A Better Home

I flew home last night from Charlotte, NC. There have been less than a hand full of times I’ve ever needed to be home so badly. You see I’ve been gone all but about four days since early February. Not only did I miss two snowfalls we had in Chicago during that time but also, I missed home. It’s that simple. As much as I’ve said in other posts that home is where the heart is and though my heart traveled with me, I’ve been away from all the comforts my personal home brings me – coffee in the wee hours each morning with my David while we play Scrabble on our IPads, solitary walks in nature, my own home-cooked meals, my dog and my writing (hard to do when traveling) to name a few. Most of all I’ve missed my quiet time with David. He is absolutely positively the love of my life. As is our tradition when I return home from traveling, last night we went to our fave restaurant just a stone’s throw away from our house. Vincitori’s Italian – quaint and ever so yummy, it is my comfort place to go to when I get home. The restaurant was packed so we ate at the bar. Let me tell you, I was giddy with happiness. I kept patting David’s leg, rubbing his back and smiling at him while thinking in my head, there’s no place like home. Hallelujah, I felt finally home. Truly, home never felt better than this. And that my friends made me realize that being away from home for so long and dealing with all that went on these last few weeks gave me a new appreciation for home which in turn gave me a better home to return to.

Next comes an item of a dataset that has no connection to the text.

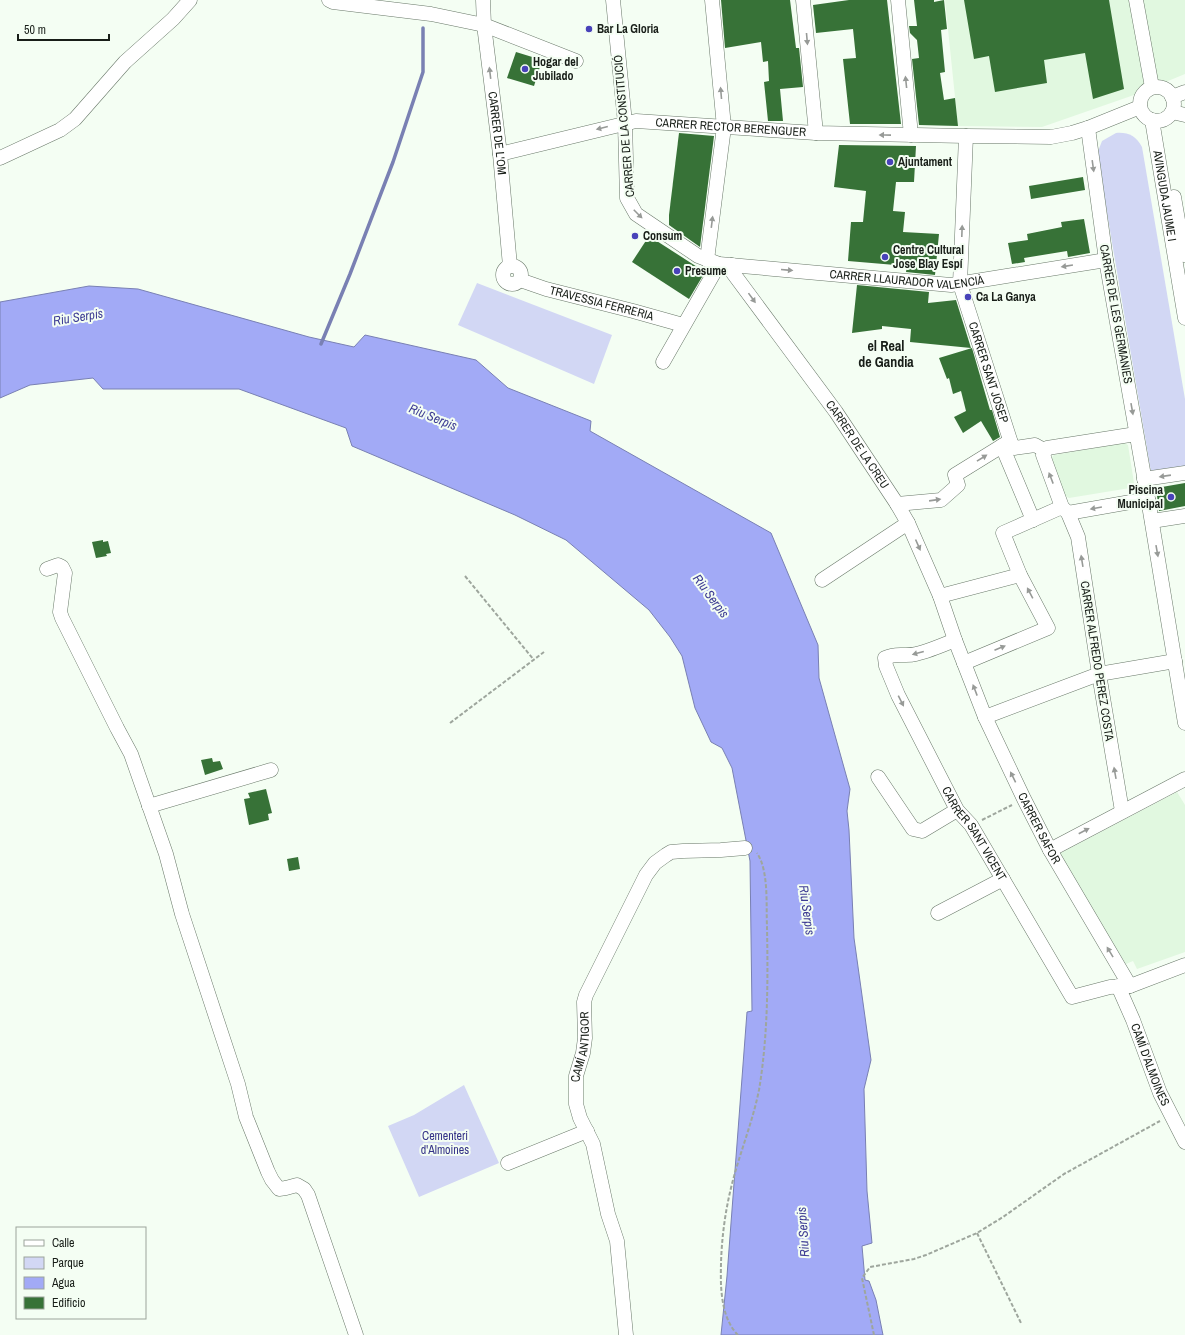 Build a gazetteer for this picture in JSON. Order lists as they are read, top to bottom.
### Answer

Two other people I know have recently been gifted a better home to live in. One I learned about through a chance encounter one of the hair stylists at the salon I go to had with a new client. The other I know personally. Both of these people are now living in better homes. I know they are blessed and I know their families are as well. Let me explain…

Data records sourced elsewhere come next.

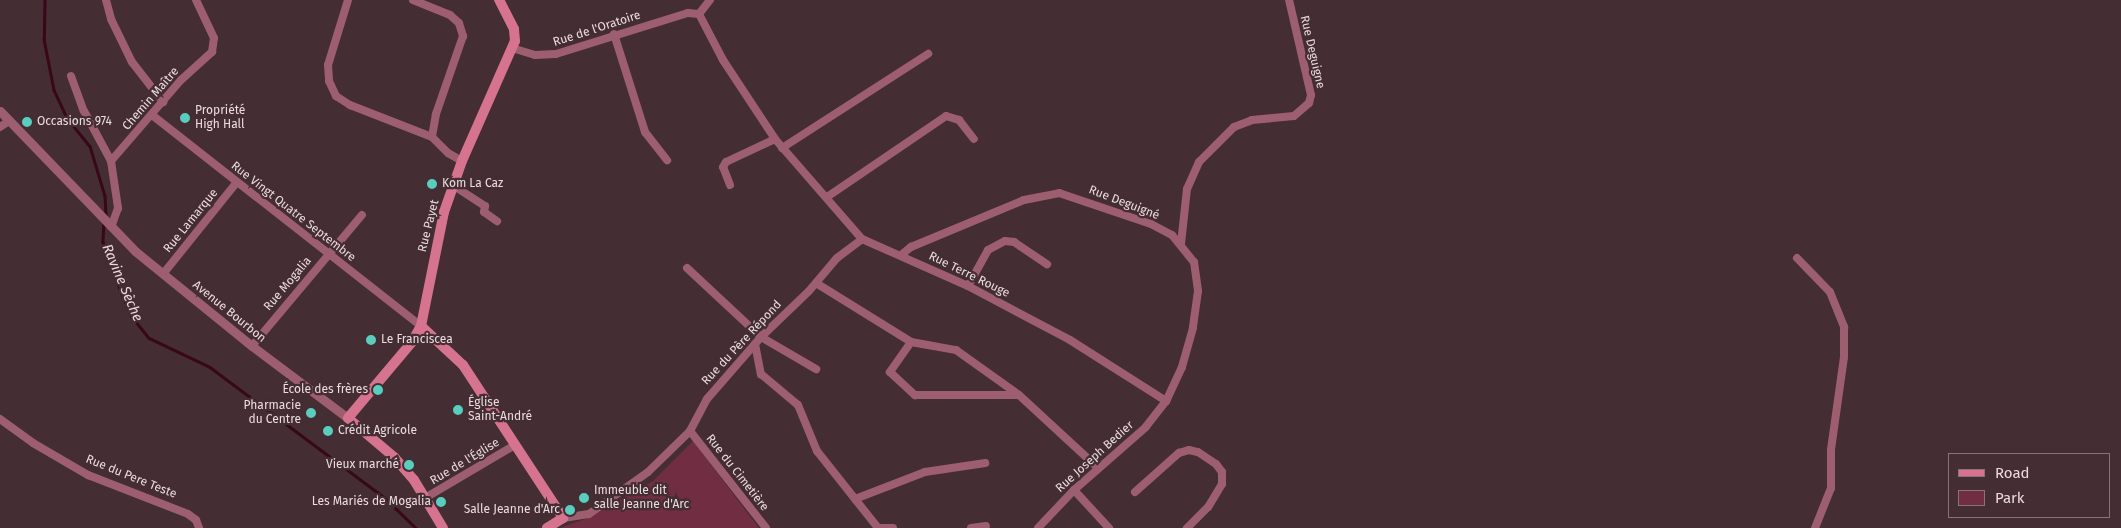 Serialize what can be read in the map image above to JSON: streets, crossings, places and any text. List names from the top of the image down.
{
  "streets": {
    "main road": ["Rue Payet", "Avenue Bourbon", "Rue du Père Répond"],
    "street": [
      "Rue de l'Oratoire",
      "Rue Deguigne",
      "Chemin Maître",
      "Rue Deguigné",
      "Rue Vingt Quatre Septembre",
      "Rue Lamarque",
      "Rue Terre Rouge",
      "Rue Mogalia",
      "Rue Joseph Bedier",
      "Rue de l'Église",
      "Rue du Cimetière",
      "Rue du Pere Teste"
    ]
  },
  "crossings": [
    ["Rue de l'Oratoire", "Rue Payet"],
    ["Rue de l'Oratoire", "Rue Terre Rouge"],
    ["Rue Deguigne", "Rue Deguigné"],
    ["Chemin Maître", "Rue Vingt Quatre Septembre"],
    ["Rue Deguigné", "Rue Terre Rouge"],
    ["Rue Deguigné", "Rue Joseph Bedier"],
    ["Rue Vingt Quatre Septembre", "Rue Lamarque"],
    ["Rue Vingt Quatre Septembre", "Rue Payet"],
    ["Rue Vingt Quatre Septembre", "Rue Mogalia"],
    ["Rue Lamarque", "Avenue Bourbon"],
    ["Rue Payet", "Avenue Bourbon"],
    ["Rue Terre Rouge", "Rue du Père Répond"],
    ["Rue Terre Rouge", "Rue Joseph Bedier"],
    ["Rue Mogalia", "Avenue Bourbon"],
    ["Avenue Bourbon", "Rue de l'Église"],
    ["Rue du Père Répond", "Rue du Cimetière"]
  ],
  "water": ["Ravine Sèche"],
  "places": [
    "Propriété High Hall",
    "Occasions 974",
    "Kom La Caz",
    "Le Franciscea",
    "École des frères",
    "Église Saint-André",
    "Pharmacie du Centre",
    "Crédit Agricole",
    "Vieux marché",
    "Immeuble dit salle Jeanne d'Arc",
    "Les Mariés de Mogalia",
    "Salle Jeanne d'Arc"
  ],
  "legend": ["Road", "Park"]
}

Maurice’s gift gave someone a better home

No matter where I go I tend to be a “Chatty Cathy” and have tons of unusual stories to tell. Even at the salon I go to many of the stylists there know me and know this about me so the last time I was there getting highlights one of the stylists came over to talk. In no time she told me about the odd encounter she had the day before. A walk-in client had come in and so she cut her hair. They began a casual conversation and before long they started talking about where they both went to high school. When the stylist said where she went the woman in the chair said, “I didn’t go there but the mother of the boy that gave me his kidney did.” That remark led to more connecting the dots until oddly enough the hair stylist realized the boy she was talking about was Maurice, a 16-year-old boy that had lived with his mother above her condo years ago in Chicago. You see some guys that wanted his jacket gunned down Maurice in cold blood in front of their building on a day Maurice was excited about going to a concert that evening with his mother, the hair stylist and her son. He later died at the hospital from the gunshot wound. His mother decided to donate all his organs that could be donated. Now all these years later a woman that was a recipient of Maurice’s kidney was sitting in her chair. Talk about synchronicity! What a gift both these women received. The hair stylist got to see what Maurice had done for someone and the woman; well Maurice gave her a better home to live in while here on earth.

A better home for Chris

Chris Brami is my daughter-in-law Kathleen’s father. Well, actually he was her father as he recently passed away. He was diagnosed a few years ago with Alzheimer’s – what my own mother has so I understand it in an up close and personal way. But for a man so young, it was heart wrenching to have happen. He was in the prime of life if you ask me. Chris’s condition rapidly progressed the last few months and just this February while I was visiting he passed away. Kathleen, her mother (Susan) and her sister (Meredith) dealt with some pretty horrific stuff while he spiraled down. Finally towards the end it was apparent to them all that he needed to go home to a better place. I’ll never forget the last days of his life as I was staying with Kathleen and my son. The morning he passed will be etched in my mind forever. I awoke and walked out of my bedroom. As early as it was Kathleen and Ben were dressed and leaving. She had just gotten the call from her mother that he had passed. Kathleen said to me, “We said our goodbyes last night and left him in private. We knew he was ready to go to a better place. We gave him the space to do it and he did it in his own way. He went home to a better place.”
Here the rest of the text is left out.